Amien mengatakan, penurunan jumlah sumur eksisting sepanjang 2015 juga mengurangi jumlah produksi. Salah satu operator yang mengalami penurunan jumlah sumur produksi adalah PT Pertamina EP, dengan kontribusi penurunan produksi sebesar 9.200 barel minyak per harinya.
"Ada juga kendala setelah harga minyak turun, di mana lapangan berkurang nilai keekonomiannya seperti EMP Tonga dan EMP Gebang," kata Amien.

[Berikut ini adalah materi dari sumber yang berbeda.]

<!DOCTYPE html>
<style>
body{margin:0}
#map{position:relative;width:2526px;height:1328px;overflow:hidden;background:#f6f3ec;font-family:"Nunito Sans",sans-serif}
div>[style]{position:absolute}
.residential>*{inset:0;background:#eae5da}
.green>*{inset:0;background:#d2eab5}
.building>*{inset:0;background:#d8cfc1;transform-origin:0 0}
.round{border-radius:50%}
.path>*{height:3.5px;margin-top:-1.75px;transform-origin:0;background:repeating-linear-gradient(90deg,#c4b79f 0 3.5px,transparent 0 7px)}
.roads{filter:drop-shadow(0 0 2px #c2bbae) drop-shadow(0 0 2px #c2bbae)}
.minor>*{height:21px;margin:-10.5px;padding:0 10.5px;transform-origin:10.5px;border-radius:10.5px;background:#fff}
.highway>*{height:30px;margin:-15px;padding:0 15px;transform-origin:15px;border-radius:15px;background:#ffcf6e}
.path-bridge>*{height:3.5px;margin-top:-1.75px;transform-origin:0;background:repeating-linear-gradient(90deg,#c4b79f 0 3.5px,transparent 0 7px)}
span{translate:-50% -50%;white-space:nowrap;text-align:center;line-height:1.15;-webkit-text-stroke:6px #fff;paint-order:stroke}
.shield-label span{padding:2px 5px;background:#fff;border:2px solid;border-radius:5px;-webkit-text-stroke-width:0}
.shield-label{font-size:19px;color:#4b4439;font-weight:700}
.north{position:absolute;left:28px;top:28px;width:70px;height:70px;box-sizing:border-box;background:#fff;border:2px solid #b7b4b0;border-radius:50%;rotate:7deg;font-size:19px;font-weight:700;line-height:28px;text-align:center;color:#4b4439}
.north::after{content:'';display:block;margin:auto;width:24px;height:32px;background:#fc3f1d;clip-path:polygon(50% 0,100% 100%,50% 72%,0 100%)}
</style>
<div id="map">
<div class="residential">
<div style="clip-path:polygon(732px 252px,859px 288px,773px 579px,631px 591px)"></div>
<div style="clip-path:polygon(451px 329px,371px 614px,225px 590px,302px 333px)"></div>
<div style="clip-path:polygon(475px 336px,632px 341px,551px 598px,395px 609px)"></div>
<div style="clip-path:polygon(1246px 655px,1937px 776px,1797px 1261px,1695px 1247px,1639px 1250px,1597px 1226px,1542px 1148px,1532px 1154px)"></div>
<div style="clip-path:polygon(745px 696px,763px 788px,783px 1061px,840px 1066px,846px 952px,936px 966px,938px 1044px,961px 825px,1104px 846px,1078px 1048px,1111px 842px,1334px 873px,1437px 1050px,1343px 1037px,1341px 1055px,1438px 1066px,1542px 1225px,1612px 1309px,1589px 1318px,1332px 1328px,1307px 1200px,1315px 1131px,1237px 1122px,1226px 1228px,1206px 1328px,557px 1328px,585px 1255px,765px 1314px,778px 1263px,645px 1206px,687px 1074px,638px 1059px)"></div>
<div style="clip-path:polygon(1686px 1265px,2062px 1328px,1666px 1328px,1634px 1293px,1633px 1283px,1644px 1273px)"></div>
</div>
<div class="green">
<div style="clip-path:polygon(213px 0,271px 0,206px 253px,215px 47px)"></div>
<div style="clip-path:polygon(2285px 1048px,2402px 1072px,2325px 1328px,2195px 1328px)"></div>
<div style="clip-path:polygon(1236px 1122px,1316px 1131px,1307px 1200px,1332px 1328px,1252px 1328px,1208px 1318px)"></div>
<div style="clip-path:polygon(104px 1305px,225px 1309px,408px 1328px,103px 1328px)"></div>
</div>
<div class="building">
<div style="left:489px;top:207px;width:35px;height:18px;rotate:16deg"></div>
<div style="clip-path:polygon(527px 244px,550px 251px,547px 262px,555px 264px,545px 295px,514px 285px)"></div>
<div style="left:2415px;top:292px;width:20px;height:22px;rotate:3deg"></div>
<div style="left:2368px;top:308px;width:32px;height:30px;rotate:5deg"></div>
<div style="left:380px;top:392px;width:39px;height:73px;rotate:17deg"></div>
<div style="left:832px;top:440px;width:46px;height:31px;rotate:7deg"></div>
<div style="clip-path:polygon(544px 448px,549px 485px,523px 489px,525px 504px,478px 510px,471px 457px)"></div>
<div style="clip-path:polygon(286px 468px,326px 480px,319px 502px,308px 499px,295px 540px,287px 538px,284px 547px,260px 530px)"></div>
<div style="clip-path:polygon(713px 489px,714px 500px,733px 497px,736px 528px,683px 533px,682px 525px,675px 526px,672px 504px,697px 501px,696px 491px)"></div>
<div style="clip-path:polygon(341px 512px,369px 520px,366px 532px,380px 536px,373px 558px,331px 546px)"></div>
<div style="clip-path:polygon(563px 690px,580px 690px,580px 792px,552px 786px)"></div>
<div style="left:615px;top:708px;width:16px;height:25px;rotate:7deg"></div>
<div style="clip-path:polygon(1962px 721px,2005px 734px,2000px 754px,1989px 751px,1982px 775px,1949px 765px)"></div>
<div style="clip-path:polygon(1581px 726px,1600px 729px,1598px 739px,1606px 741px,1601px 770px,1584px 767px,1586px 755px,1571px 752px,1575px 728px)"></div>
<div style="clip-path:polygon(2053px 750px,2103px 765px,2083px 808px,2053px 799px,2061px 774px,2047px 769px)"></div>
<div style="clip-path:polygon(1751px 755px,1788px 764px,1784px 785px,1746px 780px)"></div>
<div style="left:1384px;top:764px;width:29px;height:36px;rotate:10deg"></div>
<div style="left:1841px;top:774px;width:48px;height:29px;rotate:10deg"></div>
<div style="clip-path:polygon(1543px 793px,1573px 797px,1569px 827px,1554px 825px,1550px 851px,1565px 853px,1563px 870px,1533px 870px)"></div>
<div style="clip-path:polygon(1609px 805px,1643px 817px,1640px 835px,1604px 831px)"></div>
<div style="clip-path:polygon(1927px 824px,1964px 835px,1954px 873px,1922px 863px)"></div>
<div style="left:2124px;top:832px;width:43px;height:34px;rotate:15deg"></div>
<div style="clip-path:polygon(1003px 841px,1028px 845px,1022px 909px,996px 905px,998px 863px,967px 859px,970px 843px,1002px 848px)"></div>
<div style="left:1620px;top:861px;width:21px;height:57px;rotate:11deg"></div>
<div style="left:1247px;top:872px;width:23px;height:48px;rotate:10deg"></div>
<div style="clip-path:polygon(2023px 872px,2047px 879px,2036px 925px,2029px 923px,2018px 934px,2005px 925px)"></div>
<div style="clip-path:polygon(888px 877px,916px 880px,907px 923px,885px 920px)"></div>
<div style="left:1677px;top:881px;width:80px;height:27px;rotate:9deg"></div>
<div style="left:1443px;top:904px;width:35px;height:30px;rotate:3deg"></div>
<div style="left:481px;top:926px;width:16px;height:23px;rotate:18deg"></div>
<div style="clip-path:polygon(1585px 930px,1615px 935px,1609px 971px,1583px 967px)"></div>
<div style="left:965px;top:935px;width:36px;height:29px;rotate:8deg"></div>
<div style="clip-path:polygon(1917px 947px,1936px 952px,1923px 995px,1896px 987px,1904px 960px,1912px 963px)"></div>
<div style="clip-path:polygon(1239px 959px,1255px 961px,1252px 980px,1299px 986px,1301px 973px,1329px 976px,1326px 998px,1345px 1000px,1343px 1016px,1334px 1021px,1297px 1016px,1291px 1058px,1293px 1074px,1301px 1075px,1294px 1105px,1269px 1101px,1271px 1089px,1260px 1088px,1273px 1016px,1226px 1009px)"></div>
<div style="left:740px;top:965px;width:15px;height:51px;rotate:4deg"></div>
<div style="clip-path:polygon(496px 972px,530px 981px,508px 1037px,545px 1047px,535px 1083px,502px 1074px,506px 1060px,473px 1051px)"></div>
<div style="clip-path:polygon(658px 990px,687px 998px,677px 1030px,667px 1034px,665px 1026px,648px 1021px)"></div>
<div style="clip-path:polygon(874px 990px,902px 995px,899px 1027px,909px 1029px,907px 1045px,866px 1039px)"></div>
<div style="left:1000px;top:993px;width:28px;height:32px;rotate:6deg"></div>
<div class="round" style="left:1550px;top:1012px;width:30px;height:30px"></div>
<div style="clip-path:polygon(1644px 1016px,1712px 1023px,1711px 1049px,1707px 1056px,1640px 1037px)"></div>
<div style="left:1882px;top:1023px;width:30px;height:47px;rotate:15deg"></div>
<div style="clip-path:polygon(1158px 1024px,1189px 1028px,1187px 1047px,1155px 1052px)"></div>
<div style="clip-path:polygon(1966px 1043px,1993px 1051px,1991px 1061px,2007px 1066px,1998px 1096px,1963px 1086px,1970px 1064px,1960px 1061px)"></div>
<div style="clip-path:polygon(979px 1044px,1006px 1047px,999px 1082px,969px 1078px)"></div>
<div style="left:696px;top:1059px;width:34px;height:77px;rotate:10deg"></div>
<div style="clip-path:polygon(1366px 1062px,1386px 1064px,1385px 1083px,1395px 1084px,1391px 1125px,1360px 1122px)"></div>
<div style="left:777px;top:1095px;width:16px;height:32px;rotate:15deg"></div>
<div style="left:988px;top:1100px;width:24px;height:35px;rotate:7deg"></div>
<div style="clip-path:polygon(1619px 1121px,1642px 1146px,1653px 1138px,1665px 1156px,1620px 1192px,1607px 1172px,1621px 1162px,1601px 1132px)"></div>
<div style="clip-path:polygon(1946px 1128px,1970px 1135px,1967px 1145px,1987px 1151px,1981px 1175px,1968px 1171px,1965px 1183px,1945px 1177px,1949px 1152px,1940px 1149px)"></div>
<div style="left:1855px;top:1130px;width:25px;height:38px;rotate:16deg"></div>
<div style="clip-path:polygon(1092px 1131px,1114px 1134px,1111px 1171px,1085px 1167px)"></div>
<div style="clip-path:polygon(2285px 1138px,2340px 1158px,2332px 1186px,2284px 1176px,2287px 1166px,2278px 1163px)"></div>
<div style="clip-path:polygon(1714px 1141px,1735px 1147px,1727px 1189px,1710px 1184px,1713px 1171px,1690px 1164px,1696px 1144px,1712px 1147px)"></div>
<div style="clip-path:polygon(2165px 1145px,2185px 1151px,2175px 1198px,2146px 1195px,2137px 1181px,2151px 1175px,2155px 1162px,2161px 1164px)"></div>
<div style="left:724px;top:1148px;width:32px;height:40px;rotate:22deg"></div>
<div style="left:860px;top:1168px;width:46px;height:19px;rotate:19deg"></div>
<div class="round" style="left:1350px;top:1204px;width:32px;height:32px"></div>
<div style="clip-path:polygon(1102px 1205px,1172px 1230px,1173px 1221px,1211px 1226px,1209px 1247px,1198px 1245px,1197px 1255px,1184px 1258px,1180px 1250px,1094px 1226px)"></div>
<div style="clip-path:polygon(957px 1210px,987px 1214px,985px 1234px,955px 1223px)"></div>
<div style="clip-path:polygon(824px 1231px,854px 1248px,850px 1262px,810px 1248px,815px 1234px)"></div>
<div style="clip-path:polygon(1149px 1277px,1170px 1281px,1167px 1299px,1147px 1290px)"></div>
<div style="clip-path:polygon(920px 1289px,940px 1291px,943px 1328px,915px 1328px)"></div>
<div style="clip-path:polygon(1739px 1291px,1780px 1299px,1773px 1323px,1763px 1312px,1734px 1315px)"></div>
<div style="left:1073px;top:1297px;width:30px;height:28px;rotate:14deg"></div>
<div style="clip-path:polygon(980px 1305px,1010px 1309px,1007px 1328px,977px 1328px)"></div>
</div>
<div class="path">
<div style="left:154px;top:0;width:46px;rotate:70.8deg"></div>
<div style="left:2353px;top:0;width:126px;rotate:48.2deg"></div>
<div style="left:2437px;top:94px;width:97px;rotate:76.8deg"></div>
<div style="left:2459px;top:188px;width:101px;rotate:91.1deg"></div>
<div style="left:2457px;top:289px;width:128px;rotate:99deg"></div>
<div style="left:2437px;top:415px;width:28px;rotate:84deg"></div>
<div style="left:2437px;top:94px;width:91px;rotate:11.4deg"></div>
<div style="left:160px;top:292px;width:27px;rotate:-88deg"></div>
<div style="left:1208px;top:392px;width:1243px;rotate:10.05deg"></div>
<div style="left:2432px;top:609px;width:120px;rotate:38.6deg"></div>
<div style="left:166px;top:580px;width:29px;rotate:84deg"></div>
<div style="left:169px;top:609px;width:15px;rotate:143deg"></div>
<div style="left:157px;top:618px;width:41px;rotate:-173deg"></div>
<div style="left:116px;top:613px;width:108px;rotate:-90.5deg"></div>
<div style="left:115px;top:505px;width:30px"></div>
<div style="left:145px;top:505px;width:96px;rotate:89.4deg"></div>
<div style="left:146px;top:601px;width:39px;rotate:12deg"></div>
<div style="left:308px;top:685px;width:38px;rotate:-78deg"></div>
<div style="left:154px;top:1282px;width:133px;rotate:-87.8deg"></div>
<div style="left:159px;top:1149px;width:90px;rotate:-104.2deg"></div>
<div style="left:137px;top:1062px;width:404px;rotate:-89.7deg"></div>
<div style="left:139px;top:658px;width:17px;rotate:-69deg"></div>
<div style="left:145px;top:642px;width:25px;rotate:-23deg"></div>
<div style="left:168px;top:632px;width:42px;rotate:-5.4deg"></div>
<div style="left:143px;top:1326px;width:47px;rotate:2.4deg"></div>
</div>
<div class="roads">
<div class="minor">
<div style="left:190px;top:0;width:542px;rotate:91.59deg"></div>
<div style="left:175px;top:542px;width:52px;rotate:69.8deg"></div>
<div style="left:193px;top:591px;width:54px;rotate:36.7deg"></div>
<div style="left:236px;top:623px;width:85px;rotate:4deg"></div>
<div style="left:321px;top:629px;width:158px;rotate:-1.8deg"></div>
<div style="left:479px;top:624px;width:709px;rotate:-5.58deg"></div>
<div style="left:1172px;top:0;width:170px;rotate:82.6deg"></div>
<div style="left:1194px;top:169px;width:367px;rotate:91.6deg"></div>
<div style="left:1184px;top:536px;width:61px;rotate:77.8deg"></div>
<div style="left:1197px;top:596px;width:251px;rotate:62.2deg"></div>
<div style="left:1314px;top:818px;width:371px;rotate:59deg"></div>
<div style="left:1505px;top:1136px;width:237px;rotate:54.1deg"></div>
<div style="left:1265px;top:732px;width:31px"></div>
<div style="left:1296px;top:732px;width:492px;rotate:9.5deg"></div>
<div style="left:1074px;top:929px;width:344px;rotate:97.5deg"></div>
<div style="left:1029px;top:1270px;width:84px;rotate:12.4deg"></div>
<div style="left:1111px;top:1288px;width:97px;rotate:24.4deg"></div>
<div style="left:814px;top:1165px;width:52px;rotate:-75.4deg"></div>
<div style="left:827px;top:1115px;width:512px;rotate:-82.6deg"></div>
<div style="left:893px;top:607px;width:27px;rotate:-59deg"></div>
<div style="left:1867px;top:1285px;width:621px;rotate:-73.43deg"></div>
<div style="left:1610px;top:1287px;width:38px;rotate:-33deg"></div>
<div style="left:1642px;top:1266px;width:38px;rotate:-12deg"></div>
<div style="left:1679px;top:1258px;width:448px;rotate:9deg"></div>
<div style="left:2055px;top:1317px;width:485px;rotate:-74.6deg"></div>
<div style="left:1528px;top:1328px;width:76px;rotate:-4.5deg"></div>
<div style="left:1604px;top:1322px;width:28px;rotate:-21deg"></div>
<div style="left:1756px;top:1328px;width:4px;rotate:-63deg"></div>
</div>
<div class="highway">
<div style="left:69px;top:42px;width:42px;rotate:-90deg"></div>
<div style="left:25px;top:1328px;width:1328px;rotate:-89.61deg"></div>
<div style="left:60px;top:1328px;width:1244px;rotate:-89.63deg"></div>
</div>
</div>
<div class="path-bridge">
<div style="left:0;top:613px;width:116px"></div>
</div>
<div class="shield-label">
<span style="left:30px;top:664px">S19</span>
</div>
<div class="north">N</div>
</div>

Secara umum, kata Amien, kondisi global berupa penurunan harga minyak dunia tidak bisa dihindari. SKK Migas kemudian menginstruksikan KKKS untuk melakukan efisiensi penggunaan biaya untuk menjaga keekonomian, salah satunya dengan menunda proyek.
"Upaya lainnya, ada monitoring lebih intensif untuk on going project, menambah sumur pengambangan, work over, dan well services. Koordinasi lebih aktif juga dilakukan dengan instansi terkait," ujar Amien.
Amien menyebutkan, kendala lain seperti pembebasan lahan dan perizinan, kendala pengadaan, penyerapan buyer yang rendah, serta kendala pengelolaan terkait perpanjangan wilayah kerja juga membebani target pencapaian produksi minyak pada 2015 lalu.
Menghadapi tahun ini, SKK Migas akan lebih gencar dalam mendorong penyelesaian masalah midstream dan downstream, serta memberi kepastian pengelolaan wilayah kerja, jauh sebelum masa WK berakhir.
Sementara itu, Pengamat Perminyakan sekaligus pendiri Reforminer Institute Pri Agung Rakhmanto menilai wajar adanya penurunan produksi minyak pada tahun lalu, dan kemungkinan akan berlanjut pada 2016 ini. Salah satu alasan besarnya adalah mundurnya proyek Banyu Urip di Blok Cepu yang memaksa target lifting 2016 dikoreksi.
"Apalagi harga minyak rendah. Jadi ada peluang perusahaan minyak merevisi anggarannya sehingga menurunkan aktivitas," katanya.